L'éthique centrée sur la souffrance

Animal Ethics

Animal Ethics

Abstract

L’éthique centrée sur la souffrance privilégie la réduction de la souffrance plutôt que l’augmentation du bonheur. Il existe plusieurs types d’éthique centrée sur la souffrance, notamment l’hédon négatif, le tranquillisme et l’antifrustrationnisme. Ces cadres éthiques peuvent être de déontologie, fondés sur la vertu ou conséquentialistes (conséquentialisme négatif). Étant donné que tous les êtres sentient peuvent souffrir, les animaux non humains méritent une considération morale égale à celle des humains. Les immenses souffrances endurées par les animaux dans l’agriculture et dans la nature font de leur sort une préoccupation majeure.

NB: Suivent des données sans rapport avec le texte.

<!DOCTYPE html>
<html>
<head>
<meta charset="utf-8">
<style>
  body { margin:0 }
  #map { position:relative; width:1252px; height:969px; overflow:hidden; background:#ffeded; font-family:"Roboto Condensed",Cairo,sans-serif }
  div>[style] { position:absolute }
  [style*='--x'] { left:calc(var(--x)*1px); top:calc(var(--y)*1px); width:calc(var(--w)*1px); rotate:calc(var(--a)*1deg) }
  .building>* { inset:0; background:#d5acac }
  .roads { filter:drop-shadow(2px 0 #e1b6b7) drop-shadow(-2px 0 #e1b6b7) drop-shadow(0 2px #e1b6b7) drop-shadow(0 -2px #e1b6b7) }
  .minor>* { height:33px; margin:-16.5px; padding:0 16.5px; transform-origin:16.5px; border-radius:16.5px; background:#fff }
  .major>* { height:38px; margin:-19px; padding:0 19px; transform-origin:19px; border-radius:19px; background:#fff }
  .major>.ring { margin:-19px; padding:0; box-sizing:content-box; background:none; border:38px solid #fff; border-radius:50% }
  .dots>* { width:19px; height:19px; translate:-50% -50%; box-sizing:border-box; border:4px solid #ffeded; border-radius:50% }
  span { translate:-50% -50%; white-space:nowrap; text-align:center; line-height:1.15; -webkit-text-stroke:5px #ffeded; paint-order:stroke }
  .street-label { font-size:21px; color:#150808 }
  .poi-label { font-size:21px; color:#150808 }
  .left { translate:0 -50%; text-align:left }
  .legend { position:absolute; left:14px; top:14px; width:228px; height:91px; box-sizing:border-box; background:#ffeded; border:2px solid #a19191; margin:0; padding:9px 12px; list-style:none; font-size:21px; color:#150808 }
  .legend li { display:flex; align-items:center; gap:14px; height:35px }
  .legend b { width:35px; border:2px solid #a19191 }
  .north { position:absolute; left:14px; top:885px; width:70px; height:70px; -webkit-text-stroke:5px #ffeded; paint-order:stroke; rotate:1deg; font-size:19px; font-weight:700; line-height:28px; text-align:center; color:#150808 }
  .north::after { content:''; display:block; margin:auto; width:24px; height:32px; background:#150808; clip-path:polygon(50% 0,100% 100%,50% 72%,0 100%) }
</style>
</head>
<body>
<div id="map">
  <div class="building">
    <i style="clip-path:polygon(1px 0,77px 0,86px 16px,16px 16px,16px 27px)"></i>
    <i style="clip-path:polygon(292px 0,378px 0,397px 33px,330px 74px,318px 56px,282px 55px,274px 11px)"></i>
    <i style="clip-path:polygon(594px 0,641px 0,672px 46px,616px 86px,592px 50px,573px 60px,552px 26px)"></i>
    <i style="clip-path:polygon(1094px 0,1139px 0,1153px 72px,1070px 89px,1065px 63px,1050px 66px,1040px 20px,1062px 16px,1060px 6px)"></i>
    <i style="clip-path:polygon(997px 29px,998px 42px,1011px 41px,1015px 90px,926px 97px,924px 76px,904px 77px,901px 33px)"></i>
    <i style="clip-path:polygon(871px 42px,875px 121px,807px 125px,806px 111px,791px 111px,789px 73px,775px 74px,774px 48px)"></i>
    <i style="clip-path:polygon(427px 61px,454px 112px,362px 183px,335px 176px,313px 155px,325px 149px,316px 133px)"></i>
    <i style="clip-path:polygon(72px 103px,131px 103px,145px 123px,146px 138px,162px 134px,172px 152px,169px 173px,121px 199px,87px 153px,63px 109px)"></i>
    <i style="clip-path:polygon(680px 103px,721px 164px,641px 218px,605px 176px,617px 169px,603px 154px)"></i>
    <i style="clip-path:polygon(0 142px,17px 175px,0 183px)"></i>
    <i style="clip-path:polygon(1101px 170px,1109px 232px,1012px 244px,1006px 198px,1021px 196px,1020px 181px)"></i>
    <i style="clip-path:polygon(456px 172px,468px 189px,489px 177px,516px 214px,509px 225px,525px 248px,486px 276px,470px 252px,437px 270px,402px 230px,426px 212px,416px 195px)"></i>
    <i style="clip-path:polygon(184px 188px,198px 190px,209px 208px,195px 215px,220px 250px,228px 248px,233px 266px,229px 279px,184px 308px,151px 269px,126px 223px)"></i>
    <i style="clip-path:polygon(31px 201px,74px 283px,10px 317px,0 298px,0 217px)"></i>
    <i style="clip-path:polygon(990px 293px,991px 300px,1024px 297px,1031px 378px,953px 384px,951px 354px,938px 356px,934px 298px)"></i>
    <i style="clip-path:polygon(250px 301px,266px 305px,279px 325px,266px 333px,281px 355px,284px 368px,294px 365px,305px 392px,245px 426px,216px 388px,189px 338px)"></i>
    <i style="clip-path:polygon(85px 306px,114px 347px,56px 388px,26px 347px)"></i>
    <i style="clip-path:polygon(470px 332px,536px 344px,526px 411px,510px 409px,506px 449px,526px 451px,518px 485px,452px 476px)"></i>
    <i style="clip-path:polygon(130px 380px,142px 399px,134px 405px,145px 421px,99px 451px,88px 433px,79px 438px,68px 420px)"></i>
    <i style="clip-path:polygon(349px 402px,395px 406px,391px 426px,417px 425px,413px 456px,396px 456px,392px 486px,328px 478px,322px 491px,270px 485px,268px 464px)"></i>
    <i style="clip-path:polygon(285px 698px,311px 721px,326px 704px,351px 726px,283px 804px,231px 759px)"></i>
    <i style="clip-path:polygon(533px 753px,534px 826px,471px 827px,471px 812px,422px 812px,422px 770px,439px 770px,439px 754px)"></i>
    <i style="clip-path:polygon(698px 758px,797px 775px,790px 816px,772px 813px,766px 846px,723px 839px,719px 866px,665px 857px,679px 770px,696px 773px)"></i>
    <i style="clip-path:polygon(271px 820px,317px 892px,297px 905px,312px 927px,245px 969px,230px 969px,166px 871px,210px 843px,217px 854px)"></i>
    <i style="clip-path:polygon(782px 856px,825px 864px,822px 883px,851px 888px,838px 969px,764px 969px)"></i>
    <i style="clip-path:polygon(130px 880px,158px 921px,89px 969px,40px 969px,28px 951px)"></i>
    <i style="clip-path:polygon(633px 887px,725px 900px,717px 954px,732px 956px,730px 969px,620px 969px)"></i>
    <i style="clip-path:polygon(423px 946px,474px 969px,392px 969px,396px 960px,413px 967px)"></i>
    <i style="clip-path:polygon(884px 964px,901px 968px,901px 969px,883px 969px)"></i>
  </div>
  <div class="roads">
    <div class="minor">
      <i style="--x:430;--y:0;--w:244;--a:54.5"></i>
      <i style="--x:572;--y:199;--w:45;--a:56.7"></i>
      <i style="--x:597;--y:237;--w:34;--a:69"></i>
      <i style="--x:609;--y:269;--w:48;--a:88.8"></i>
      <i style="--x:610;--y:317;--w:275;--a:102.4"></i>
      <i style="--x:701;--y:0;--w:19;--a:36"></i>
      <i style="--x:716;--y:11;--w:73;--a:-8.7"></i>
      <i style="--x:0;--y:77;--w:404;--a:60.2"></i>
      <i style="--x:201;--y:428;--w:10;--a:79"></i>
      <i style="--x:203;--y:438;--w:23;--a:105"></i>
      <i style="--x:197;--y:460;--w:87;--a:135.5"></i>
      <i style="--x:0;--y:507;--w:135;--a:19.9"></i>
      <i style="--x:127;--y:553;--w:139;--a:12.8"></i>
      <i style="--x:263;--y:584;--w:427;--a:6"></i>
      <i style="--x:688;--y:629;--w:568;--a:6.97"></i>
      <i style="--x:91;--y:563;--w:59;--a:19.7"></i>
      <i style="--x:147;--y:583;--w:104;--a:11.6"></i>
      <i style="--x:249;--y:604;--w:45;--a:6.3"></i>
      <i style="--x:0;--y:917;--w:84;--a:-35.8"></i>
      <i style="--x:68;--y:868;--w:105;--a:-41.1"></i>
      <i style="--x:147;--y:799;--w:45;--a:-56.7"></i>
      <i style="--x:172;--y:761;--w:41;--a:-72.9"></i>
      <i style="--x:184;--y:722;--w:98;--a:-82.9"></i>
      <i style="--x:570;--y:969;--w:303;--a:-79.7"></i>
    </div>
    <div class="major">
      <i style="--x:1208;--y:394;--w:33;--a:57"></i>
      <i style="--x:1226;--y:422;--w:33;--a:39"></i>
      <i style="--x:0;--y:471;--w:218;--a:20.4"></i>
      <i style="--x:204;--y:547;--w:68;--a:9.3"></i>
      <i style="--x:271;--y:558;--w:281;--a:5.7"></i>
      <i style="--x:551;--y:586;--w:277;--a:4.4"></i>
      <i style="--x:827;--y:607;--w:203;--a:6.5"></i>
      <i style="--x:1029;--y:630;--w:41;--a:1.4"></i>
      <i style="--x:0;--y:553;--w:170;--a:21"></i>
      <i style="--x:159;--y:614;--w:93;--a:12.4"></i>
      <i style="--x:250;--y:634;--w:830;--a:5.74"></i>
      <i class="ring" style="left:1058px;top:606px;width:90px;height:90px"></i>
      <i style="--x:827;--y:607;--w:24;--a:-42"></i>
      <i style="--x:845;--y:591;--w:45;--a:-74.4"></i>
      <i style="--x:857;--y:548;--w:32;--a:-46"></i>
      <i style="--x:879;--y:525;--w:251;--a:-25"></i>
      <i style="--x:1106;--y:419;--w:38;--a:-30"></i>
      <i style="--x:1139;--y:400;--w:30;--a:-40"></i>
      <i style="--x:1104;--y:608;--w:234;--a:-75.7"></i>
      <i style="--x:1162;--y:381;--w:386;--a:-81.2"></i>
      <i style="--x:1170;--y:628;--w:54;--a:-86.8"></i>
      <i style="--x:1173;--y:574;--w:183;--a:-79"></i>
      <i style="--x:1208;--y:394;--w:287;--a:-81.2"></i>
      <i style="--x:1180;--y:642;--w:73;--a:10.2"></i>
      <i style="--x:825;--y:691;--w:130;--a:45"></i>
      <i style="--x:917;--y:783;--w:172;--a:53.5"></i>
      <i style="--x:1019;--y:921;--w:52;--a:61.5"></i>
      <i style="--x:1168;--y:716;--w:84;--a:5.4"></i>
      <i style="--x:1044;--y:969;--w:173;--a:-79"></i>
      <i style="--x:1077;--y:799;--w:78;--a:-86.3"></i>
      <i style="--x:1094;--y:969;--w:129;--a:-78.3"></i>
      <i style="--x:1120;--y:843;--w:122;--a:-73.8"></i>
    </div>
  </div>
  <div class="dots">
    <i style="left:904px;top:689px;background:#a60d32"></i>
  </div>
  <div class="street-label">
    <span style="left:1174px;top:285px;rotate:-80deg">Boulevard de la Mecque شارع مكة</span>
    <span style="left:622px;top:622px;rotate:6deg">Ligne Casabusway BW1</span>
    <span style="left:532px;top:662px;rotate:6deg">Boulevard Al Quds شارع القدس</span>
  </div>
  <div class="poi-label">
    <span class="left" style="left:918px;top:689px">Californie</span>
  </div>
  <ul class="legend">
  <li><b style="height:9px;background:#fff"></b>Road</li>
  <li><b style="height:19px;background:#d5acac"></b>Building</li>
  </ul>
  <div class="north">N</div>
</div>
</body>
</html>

Les arguments en faveur de la priorité accordée à la souffrance plutôt qu’au bonheur comprennent l’impact plus important de l’atténuation de la souffrance par rapport à l’augmentation du plaisir, le problème moral consistant à infliger des souffrances à un être pour le bénéfice d’un autre, la nature accablante de la souffrance extrême et la prévalence de la souffrance par rapport au bonheur. La souffrance survient plus facilement que le plaisir, et les animaux sont particulièrement vulnérables à la souffrance inévitable. Par conséquent, la réduction de la souffrance, en particulier pour les animaux, devrait être un impératif moral. – Résumé généré par l’IA.